Bayesian methods for designing clinical trials have become more common, and yet these Bayesian designs are almost always evaluated by frequentist criteria. For example, a trial may be designed to stop early 95% of the time under some bad scenario and stop no more than 20% of the time under some good scenario.
These criteria are arbitrary, since the “good” and “bad” scenarios are arbitrary, and because the stopping probability requirements of 95% and 20% are arbitrary. Still, there’s an idea in lurking in the background that in every design there must be something that is shown to happen no more than 5% of the time.
It takes a great deal of effort to design Bayesian methods with desired frequentist properties. It’s an inverse problem, searching for the parameters in a high-dimensional design space, usually via lengthy simulation, that cause the method to satisfy some criteria. Of course frequentist methods satisfy frequentist criteria by design and so meet these criteria with far less effort. It’s rare to see the tables turned, evaluating frequentist methods by Bayesian criteria.
Sometimes the effort to beat frequentist designs at their own game is futile because the frequentist designs are optimal by their own criteria. More often, however, the Bayesian and frequentist methods being compared are not direct competitors but only analogs. The aim in this case is to match the frequentist method’s operating characteristics by one criterion while doing better by a new criterion.

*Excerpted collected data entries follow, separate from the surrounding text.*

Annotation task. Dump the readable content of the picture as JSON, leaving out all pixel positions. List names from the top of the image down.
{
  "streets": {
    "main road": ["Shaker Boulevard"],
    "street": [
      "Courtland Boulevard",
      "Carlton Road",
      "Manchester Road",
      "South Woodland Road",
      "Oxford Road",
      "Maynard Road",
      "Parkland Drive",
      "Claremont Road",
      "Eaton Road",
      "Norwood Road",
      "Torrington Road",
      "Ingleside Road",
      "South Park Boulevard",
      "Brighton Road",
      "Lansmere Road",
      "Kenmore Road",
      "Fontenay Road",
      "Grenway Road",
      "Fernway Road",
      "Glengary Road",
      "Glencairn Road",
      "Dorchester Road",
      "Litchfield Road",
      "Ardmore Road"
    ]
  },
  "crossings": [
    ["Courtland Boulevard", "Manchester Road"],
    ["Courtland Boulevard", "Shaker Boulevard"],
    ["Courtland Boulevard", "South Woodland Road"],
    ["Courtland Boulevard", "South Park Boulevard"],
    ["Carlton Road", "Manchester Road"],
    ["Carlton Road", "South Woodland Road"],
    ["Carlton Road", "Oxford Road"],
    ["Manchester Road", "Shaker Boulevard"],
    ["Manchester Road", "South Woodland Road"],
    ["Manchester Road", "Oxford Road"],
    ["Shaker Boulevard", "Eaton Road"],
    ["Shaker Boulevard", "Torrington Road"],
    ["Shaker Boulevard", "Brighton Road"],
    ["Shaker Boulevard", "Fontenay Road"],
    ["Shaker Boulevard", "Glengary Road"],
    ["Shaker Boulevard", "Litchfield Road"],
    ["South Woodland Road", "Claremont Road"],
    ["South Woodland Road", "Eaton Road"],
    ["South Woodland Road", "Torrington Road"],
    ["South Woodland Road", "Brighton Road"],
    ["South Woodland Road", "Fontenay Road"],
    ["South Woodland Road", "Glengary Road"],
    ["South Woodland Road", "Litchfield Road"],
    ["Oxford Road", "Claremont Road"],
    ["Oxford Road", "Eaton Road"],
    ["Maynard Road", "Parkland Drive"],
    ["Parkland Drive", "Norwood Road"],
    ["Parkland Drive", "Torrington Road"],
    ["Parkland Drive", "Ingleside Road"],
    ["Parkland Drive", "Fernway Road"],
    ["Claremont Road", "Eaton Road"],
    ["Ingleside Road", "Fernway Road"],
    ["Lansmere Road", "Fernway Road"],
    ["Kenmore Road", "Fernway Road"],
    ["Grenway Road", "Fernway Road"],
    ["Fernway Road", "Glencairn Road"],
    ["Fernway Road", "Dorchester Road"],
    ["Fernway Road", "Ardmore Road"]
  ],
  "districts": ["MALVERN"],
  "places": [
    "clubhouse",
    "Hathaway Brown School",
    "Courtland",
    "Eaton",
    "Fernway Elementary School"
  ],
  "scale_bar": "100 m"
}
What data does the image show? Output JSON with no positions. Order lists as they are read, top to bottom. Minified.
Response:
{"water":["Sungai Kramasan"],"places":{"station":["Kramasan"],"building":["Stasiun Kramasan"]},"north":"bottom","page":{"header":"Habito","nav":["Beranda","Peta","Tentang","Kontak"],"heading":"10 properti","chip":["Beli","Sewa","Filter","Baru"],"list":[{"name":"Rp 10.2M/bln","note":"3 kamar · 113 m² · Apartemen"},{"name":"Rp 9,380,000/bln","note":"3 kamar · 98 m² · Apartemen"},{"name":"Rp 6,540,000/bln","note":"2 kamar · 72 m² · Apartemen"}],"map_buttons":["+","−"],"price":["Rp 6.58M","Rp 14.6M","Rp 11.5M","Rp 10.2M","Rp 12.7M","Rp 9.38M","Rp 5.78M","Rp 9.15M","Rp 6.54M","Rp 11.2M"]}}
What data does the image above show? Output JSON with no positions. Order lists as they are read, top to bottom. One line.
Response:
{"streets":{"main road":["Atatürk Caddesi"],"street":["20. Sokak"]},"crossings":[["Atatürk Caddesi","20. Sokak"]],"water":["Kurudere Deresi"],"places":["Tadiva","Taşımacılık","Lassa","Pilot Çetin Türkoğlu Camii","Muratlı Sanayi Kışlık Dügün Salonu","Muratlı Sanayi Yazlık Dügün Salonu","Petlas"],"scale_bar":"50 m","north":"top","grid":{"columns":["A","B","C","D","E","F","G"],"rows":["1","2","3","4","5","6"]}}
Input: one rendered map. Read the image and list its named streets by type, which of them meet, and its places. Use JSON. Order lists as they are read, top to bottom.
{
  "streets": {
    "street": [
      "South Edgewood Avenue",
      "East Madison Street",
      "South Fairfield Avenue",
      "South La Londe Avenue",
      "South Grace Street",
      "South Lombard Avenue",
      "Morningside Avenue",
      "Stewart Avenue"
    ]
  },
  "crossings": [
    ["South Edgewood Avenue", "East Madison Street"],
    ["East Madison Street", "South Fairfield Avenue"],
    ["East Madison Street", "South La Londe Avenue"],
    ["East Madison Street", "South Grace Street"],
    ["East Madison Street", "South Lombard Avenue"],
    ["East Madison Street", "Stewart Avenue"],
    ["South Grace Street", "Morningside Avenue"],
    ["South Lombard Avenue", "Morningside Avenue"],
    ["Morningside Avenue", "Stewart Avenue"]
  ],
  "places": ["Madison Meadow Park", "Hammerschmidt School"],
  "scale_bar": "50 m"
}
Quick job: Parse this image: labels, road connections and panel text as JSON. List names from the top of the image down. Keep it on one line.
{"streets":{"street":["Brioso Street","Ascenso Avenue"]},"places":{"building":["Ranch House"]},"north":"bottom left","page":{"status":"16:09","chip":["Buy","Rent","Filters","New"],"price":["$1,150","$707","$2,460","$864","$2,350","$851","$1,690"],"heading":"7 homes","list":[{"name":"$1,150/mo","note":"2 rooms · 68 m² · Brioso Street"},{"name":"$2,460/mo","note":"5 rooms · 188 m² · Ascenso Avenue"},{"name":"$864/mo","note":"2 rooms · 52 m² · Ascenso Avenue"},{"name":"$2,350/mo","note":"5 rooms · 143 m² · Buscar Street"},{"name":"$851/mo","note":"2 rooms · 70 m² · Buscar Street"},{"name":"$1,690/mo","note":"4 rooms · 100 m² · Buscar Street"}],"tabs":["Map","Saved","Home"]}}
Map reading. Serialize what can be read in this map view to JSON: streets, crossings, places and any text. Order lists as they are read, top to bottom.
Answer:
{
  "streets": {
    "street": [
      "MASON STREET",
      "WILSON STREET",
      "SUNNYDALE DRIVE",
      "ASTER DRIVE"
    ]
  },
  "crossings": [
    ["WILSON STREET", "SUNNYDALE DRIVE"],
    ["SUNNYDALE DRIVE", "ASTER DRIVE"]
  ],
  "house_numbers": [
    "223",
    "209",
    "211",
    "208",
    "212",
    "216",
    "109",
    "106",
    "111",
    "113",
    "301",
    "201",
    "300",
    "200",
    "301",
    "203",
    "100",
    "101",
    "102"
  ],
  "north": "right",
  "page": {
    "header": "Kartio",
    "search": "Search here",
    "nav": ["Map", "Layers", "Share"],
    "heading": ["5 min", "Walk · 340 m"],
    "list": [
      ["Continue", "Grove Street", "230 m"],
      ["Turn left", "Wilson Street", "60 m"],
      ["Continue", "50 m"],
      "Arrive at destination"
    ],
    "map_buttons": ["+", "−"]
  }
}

Sometimes a Bayesian method can be shown to have better frequentist operating characteristics than its frequentist counterpart. This puts dogmatic frequentists in the awkward position of admitting that what they see as an unjustified approach to statistics has nevertheless produced a superior product. Some anti-Bayesians are fine with this, happy to have a procedure with better frequentist properties, even though it happened to be discovered via a process they view as illegitimate.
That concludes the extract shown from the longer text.